The European Commission proposed in July binding 2030 national non-ETS targets for each EU country, including a 37% cut on 2005 levels for the UK. This is at the higher end of the targets, which range from zero to -40% across the 28 EU countries. EU climate action and energy commissioner Miguel Arias Canete has avoided speculating on how the targets would have to be adjusted when/if the UK is no longer taking part.

The EU’s 2030 target to source at least 27% of EU final energy demand from renewables will not be binding at national level and the 2030 target to improve energy efficiency by at least 27% compared with business as usual will not be binding at any level. The idea is that EU countries would submit national energy and climate action plans, and the European Commission would check to see that cumulatively they add up to the EU targets. So if the UK is not part of that process then the remaining 27 countries will have to do more, with implications for their energy demand and generation mix.

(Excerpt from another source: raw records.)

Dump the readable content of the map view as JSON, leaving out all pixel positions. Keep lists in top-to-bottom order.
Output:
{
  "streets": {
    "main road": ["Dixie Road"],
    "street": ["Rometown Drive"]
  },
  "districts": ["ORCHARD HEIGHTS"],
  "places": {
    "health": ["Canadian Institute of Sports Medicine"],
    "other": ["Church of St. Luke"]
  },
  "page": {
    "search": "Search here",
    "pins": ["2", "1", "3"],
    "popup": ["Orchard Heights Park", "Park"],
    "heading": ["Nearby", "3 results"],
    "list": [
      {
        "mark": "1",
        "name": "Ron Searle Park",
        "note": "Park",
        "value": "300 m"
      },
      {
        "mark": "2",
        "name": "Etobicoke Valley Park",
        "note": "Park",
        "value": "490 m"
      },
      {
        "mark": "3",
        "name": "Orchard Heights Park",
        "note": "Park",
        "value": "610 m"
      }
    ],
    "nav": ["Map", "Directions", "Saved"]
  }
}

The European Commission is expected to propose updated EU energy efficiency legislation in October, and updated EU renewable energy legislation at the end of the year, along with new EU electricity market design proposals and updated electricity supply security rules.

The UK and the other 27 EU countries will have to negotiate the final versions of all these proposals in parallel with the UK’s exit. Like I said, awkward.